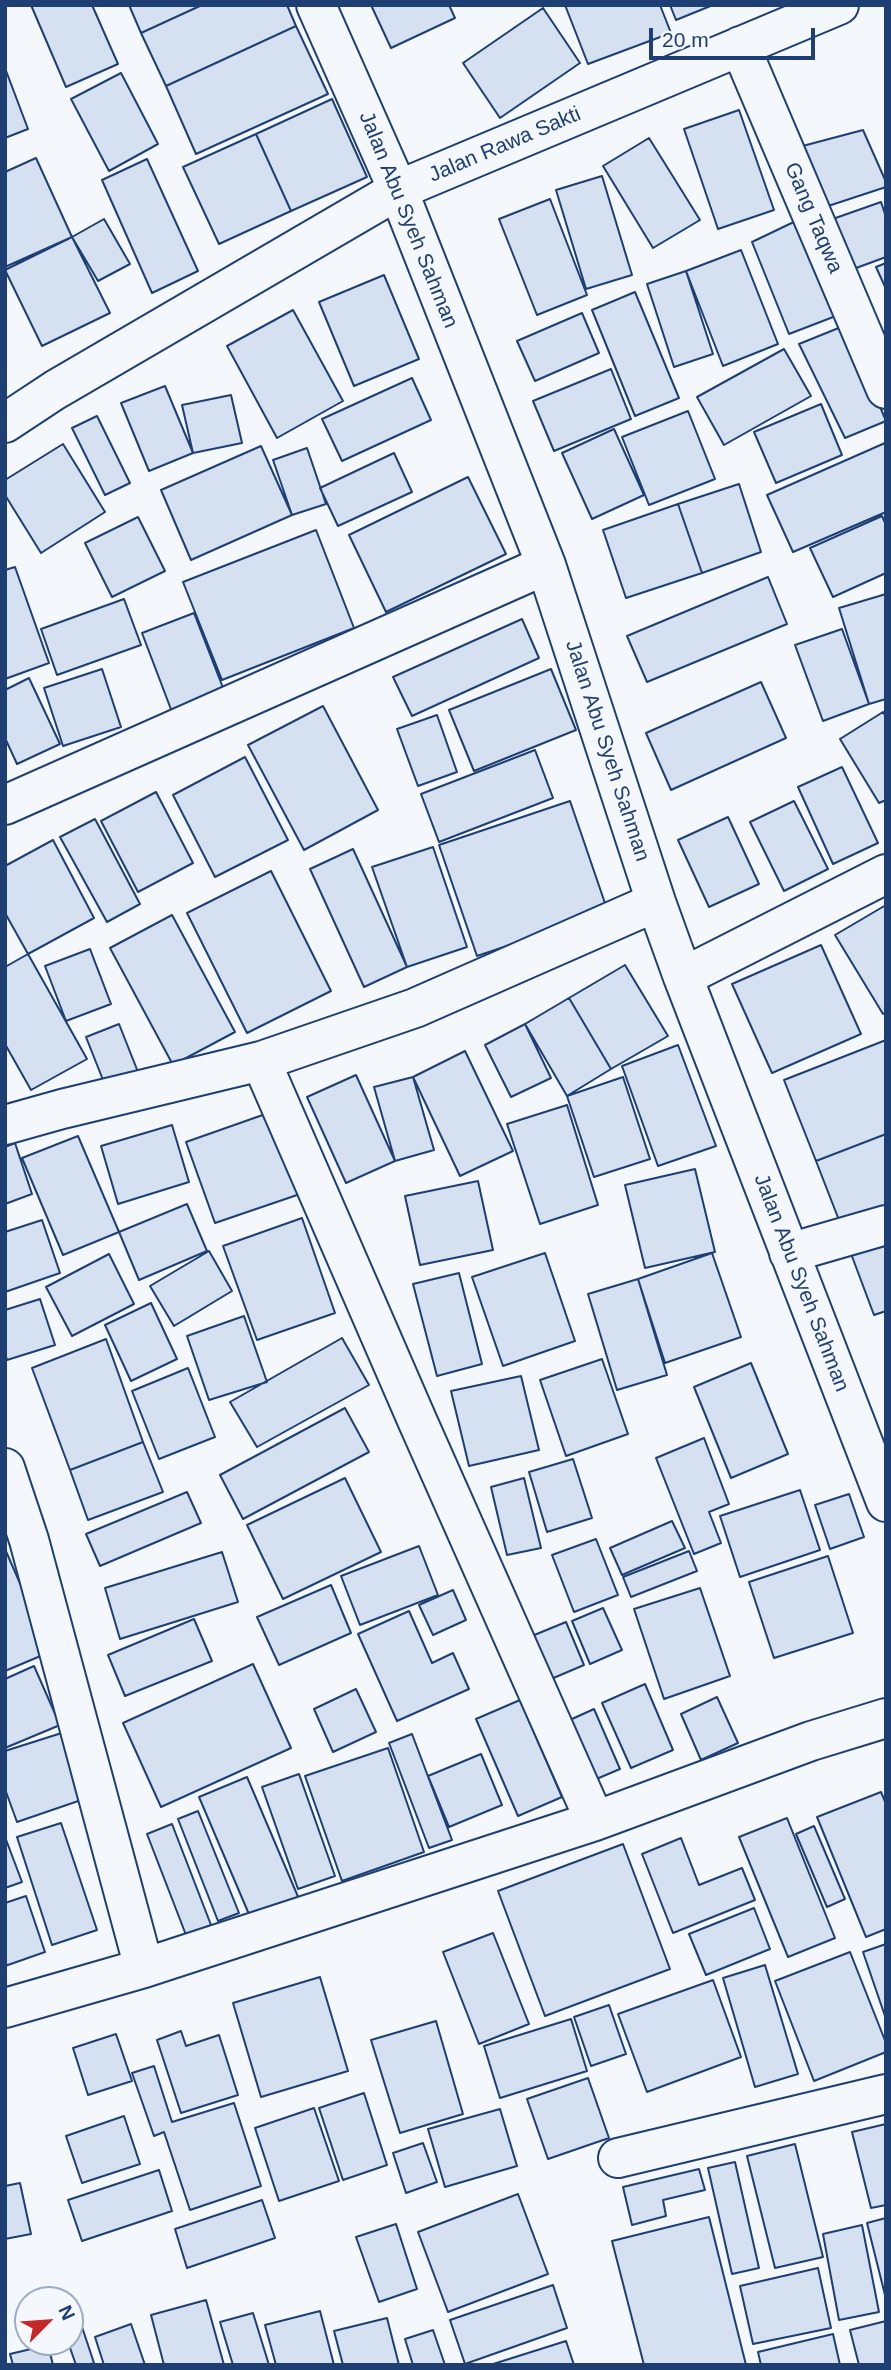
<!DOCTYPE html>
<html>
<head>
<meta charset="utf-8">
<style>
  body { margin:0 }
  #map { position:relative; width:891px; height:2370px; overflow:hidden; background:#f4f7fb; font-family:Arial,sans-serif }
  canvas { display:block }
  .frame { position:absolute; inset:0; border:7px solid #1d3f73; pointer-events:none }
  .north { position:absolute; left:14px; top:2286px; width:70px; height:70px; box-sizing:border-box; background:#f4f7fb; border:2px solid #9eadc5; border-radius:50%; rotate:65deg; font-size:19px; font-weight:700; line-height:28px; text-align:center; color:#1d3f73 }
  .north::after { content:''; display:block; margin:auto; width:24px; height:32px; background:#c62828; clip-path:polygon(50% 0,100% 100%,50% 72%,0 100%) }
  .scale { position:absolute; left:649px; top:28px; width:166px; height:32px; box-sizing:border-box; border:4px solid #1d3f73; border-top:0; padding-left:9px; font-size:21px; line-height:24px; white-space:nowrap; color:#1d3f73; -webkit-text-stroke:5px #f4f7fb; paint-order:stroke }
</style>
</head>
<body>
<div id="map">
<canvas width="891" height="2370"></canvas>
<div class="frame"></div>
<div class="north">N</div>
<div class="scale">20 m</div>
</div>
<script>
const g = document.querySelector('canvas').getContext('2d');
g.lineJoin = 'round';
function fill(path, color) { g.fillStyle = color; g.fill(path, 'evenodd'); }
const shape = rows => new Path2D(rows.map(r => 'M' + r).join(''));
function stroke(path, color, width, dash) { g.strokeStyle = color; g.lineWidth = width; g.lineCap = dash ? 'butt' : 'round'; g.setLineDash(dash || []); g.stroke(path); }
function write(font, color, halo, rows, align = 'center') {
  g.font = font + ' Arial,sans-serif'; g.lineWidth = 5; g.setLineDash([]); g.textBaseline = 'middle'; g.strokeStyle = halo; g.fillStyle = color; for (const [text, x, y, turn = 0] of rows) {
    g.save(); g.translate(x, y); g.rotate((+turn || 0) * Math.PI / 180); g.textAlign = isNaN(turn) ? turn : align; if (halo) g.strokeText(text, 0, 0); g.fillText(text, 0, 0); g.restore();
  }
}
const building = shape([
  [31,5,92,5,118,64,66,87,31,5],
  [129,5,202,5,141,33,129,5],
  [202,5,287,5,296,26,166,86,141,33,202,5],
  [371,5,449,5,455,18,391,48,371,5],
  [565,5,660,5,671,33,588,64,565,5],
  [670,5,713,5,676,20,670,5],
  [543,8,580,63,500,118,463,63,543,8],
  [296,26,328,94,196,154,166,86,296,26],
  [5,68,28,129,5,138,5,68],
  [121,73,158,144,109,171,71,99,121,73],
  [332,99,367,177,291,211,256,134,332,99],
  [739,110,774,210,718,229,684,129,739,110],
  [863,130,886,182,886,187,819,209,795,148,863,130],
  [256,134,291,211,219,244,183,167,256,134],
  [649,138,700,220,653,248,603,166,649,138],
  [36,158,72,237,5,267,5,172,36,158],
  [147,159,198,271,152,293,102,180,147,159],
  [602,176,632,275,586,289,556,190,602,176],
  [550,199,587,295,537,315,499,219,550,199],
  [881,202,886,217,886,257,848,271,827,221,881,202],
  [104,219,130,264,98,281,72,237,104,219],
  [800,219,841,314,789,334,752,242,800,219],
  [72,237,110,313,42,346,5,270,72,237],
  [741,250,778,344,723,366,686,271,741,250],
  [886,263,886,289,876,267,886,263],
  [686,271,713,354,674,367,647,284,686,271],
  [384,275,419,359,354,386,319,302,384,275],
  [635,292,679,398,635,416,592,310,635,292],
  [293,310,343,401,277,438,227,346,293,310],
  [582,313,599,353,535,381,517,341,582,313],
  [846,325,886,421,845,438,799,344,846,325],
  [784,349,811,396,724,445,697,397,784,349],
  [611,369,631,419,554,451,533,401,611,369],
  [412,378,431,420,342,461,322,419,412,378],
  [165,386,193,453,149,471,121,403,165,386],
  [231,395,242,443,193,453,182,405,231,395],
  [821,404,842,455,776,483,754,432,821,404],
  [688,411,715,479,649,505,622,437,688,411],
  [97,416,130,483,105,495,72,428,97,416],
  [614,429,644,495,592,519,562,453,614,429],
  [885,443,886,512,793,552,767,495,885,443],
  [63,444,105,512,41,553,5,495,5,480,63,444],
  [261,446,292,515,191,560,161,490,261,446],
  [307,448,326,504,292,515,273,460,307,448],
  [394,453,412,492,338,526,320,488,394,453],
  [468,477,506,554,386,612,349,535,468,477],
  [739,484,761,552,702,573,678,504,739,484],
  [678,504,702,573,626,598,603,530,678,504],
  [882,516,886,525,886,573,833,597,810,548,882,516],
  [138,517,165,571,112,597,85,543,138,517],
  [316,530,354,628,222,680,183,582,316,530],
  [15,567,49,663,5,679,5,570,15,567],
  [768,577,787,624,647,682,627,636,768,577],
  [886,594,886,699,869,704,839,608,886,594],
  [124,599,141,645,57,675,41,629,124,599],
  [194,613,225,693,172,712,142,633,194,613],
  [522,619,539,658,412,716,393,677,522,619],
  [842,629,869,704,823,721,795,645,842,629],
  [102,669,121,727,63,746,44,688,102,669],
  [551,669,576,730,474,771,449,710,551,669],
  [29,678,60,744,17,764,5,738,5,690,29,678],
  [761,682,786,738,671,790,646,733,761,682],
  [323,706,378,810,304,850,248,745,323,706],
  [883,712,886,717,886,800,879,803,840,739,883,712],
  [437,715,457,772,418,786,397,729,437,715],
  [535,750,553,798,439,842,421,794,535,750],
  [245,757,288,840,215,877,173,795,245,757],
  [842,767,878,843,833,864,798,787,842,767],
  [156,792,193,863,138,892,101,821,156,792],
  [570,801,608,912,477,956,439,845,570,801],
  [794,801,828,869,784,891,750,822,794,801],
  [728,817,759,884,709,907,678,840,728,817],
  [95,819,140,904,107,922,60,837,95,819],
  [53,840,94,918,28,954,5,913,5,866,53,840],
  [433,847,467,947,407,967,372,867,433,847],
  [353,849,407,967,364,987,310,869,353,849],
  [271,871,331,991,247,1033,187,913,271,871],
  [886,905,886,1012,883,1014,835,935,886,905],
  [172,915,235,1032,173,1065,110,948,172,915],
  [821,945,861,1034,772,1073,732,984,821,945],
  [90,949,111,1004,66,1021,45,966,90,949],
  [28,954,87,1059,31,1090,5,1044,5,967,28,954],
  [625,965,668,1036,611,1069,569,998,625,965],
  [569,998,611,1069,567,1096,525,1024,569,998],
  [119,1024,138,1072,105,1085,86,1037,119,1024],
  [525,1024,551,1078,511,1097,485,1045,525,1024],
  [886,1040,886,1134,816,1161,784,1080,886,1040],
  [678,1045,716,1146,658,1166,622,1066,678,1045],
  [465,1051,513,1151,460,1176,413,1077,465,1051],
  [356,1075,395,1161,346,1183,307,1097,356,1075],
  [413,1077,434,1150,395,1161,374,1087,413,1077],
  [623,1077,650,1159,594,1177,567,1096,623,1077],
  [567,1105,598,1205,540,1224,507,1124,567,1105],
  [274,1111,303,1193,215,1223,186,1142,274,1111],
  [172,1125,189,1182,118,1204,101,1146,172,1125],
  [886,1134,886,1217,844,1233,816,1161,886,1134],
  [78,1136,119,1232,63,1255,22,1158,78,1136],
  [15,1143,32,1194,5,1204,5,1147,15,1143],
  [695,1169,715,1252,645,1268,625,1185,695,1169],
  [478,1181,493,1250,420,1265,405,1196,478,1181],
  [187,1204,207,1251,139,1280,119,1232,187,1204],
  [302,1218,335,1313,257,1340,223,1246,302,1218],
  [42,1220,60,1273,5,1292,5,1232,42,1220],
  [886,1238,886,1311,874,1315,850,1251,886,1238],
  [209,1251,232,1291,174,1326,150,1286,209,1251],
  [545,1253,575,1341,503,1366,472,1277,545,1253],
  [712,1253,741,1337,665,1363,638,1279,712,1253],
  [109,1254,134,1304,72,1336,46,1287,109,1254],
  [459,1273,482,1364,437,1376,413,1284,459,1273],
  [638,1279,667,1375,617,1390,588,1294,638,1279],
  [40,1299,55,1345,7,1360,5,1353,5,1310,40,1299],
  [151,1303,177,1359,131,1381,105,1325,151,1303],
  [244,1316,267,1382,209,1400,187,1336,244,1316],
  [342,1338,369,1385,257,1447,230,1402,342,1338],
  [106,1339,143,1442,70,1470,32,1368,106,1339],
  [602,1359,628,1434,566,1456,540,1380,602,1359],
  [751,1363,788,1454,731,1478,694,1387,751,1363],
  [188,1368,215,1437,159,1459,132,1391,188,1368],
  [521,1376,539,1450,469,1466,451,1391,521,1376],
  [345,1408,369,1452,243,1519,220,1475,345,1408],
  [704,1438,729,1504,709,1512,721,1543,694,1554,656,1458,704,1438],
  [143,1442,163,1492,88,1520,70,1470,143,1442],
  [573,1459,592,1518,547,1532,529,1472,573,1459],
  [345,1478,381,1552,283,1599,247,1525,345,1478],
  [524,1478,541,1548,507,1555,491,1487,524,1478],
  [800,1490,820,1550,740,1577,720,1516,800,1490],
  [187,1492,201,1523,100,1566,86,1534,187,1492],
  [849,1494,864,1537,830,1549,815,1505,849,1494],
  [672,1521,685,1548,622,1575,610,1548,672,1521],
  [596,1539,618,1595,574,1612,552,1555,596,1539],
  [419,1546,438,1595,360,1625,341,1576,419,1546],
  [5,1549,50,1652,5,1671,5,1549],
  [689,1551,697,1571,631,1597,623,1577,689,1551],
  [222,1552,238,1602,120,1639,105,1588,222,1552],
  [828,1556,853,1633,774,1658,749,1582,828,1556],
  [331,1585,351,1633,279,1665,257,1617,331,1585],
  [700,1588,730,1676,664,1699,634,1609,700,1588],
  [453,1590,466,1620,433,1635,419,1605,453,1590],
  [603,1608,622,1650,590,1664,572,1621,603,1608],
  [409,1611,432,1663,453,1653,469,1689,397,1721,358,1634,409,1611],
  [194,1619,212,1661,125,1696,108,1655,194,1619],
  [566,1622,584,1665,544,1682,527,1638,566,1622],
  [253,1664,291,1748,161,1807,123,1723,253,1664],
  [34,1666,60,1725,5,1748,5,1679,34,1666],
  [645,1684,673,1750,631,1768,602,1703,645,1684],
  [356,1689,376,1732,333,1752,314,1709,356,1689],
  [717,1697,738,1743,701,1760,681,1714,717,1697],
  [520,1700,562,1797,518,1816,476,1719,520,1700],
  [594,1709,620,1769,587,1783,561,1724,594,1709],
  [68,1731,90,1797,17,1822,5,1789,5,1751,68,1731],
  [412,1734,452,1840,429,1848,389,1743,412,1734],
  [388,1748,424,1852,342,1881,305,1776,388,1748],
  [481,1754,502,1805,449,1827,428,1776,481,1754],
  [299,1774,335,1876,298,1889,262,1787,299,1774],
  [247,1777,299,1899,251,1919,199,1797,247,1777],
  [881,1792,886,1804,886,1929,866,1937,817,1817,881,1792],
  [198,1811,239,1913,218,1921,178,1819,198,1811],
  [787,1818,835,1938,788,1957,739,1837,787,1818],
  [61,1823,97,1930,52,1945,17,1837,61,1823],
  [172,1824,211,1925,186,1935,147,1834,172,1824],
  [814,1826,845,1899,827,1907,796,1834,814,1826],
  [5,1837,22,1882,5,1888,5,1837],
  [681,1838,699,1885,742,1868,755,1900,673,1933,642,1854,681,1838],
  [623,1844,670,1969,545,2016,498,1891,623,1844],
  [26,1896,45,1952,5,1966,5,1903,26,1896],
  [754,1908,770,1949,706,1975,689,1934,754,1908],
  [493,1933,529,2024,479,2044,443,1952,493,1933],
  [886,1944,886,2019,863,1952,886,1944],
  [850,1952,886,2043,886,2052,814,2081,775,1981,850,1952],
  [765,1965,798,2074,755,2087,723,1978,765,1965],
  [320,1977,348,2071,261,2097,233,2003,320,1977],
  [713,1980,741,2057,647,2092,618,2014,713,1980],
  [609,2005,626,2054,591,2066,574,2017,609,2005],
  [571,2019,587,2071,500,2098,484,2046,571,2019],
  [436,2021,463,2114,400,2133,371,2040,436,2021],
  [181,2031,186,2046,219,2035,238,2095,181,2113,157,2040,181,2031],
  [116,2034,132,2081,88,2095,73,2048,116,2034],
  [154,2066,172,2122,234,2103,261,2186,190,2210,164,2132,154,2136,132,2073,154,2066],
  [588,2078,609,2138,548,2159,527,2099,588,2078],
  [364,2093,387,2165,343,2180,319,2108,364,2093],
  [314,2108,339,2181,279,2201,255,2128,314,2108],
  [500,2109,517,2166,445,2187,428,2129,500,2109],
  [124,2116,140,2164,82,2183,66,2136,124,2116],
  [886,2124,886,2205,871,2208,852,2132,886,2124],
  [423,2143,437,2182,406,2193,393,2153,423,2143],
  [795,2144,823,2257,775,2268,747,2156,795,2144],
  [735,2162,759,2268,732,2274,708,2168,735,2162],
  [699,2169,705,2190,663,2200,666,2216,632,2225,623,2187,699,2169],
  [159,2170,172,2211,82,2241,68,2200,159,2170],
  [20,2183,31,2234,5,2239,5,2186,20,2183],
  [518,2194,548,2274,448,2312,418,2232,518,2194],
  [262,2200,275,2238,187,2268,175,2229,262,2200],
  [709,2217,746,2365,644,2365,612,2241,709,2217],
  [886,2218,886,2299,867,2223,886,2218],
  [396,2224,417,2289,379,2302,356,2237,396,2224],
  [862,2225,879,2312,839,2320,823,2234,862,2225],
  [818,2268,831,2328,753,2344,740,2286,818,2268],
  [553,2285,567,2328,465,2364,450,2320,553,2285],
  [206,2300,224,2365,164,2365,151,2315,206,2300],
  [320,2311,334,2365,276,2365,265,2325,320,2311],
  [253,2313,269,2365,233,2365,220,2322,253,2313],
  [387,2318,399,2365,343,2365,334,2331,387,2318],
  [80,2321,94,2363,87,2365,76,2365,68,2342,70,2342,70,2325,80,2321],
  [886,2321,886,2365,859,2365,850,2330,886,2321],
  [131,2324,145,2365,104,2365,95,2337,131,2324],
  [433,2330,445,2365,413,2365,405,2339,433,2330],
  [833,2334,840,2365,761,2365,758,2352,833,2334],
  [566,2341,574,2365,490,2365,566,2341],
  [48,2345,53,2365,13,2365,10,2354,48,2345]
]);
fill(building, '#d5e0f0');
stroke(building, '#1d3f73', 2);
const minor = shape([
  [316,5,398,190,546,565,656,902,683,977,886,1502],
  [740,46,886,389],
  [5,423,55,390,398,190,839,5],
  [5,805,546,565],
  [683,977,886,874],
  [261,1061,417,1420,595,1821],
  [5,1125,62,1109,261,1061,415,1008,656,902],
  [789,1253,886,1225],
  [5,1468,29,1540,144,1968],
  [5,2008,144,1968,595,1821,811,1741,886,1718],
  [618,2158,886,2094]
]);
stroke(minor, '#1d3f73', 42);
stroke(minor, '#f4f7fb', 38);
write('21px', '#1d3f73', '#f4f7fb', [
  ["Jalan Rawa Sakti",505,145,-23],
  ["Gang Taqwa",813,218,67],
  ["Jalan Abu Syeh Sahman",408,220,68],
  ["Jalan Abu Syeh Sahman",607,751,72],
  ["Jalan Abu Syeh Sahman",801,1283,69]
]);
</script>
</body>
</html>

■ ■ ■

EXERCISE PROMPT
How many lines of the material contain the string "canvas"? Answer with the number and nothing else.

RESPONSE TO THE TASK
3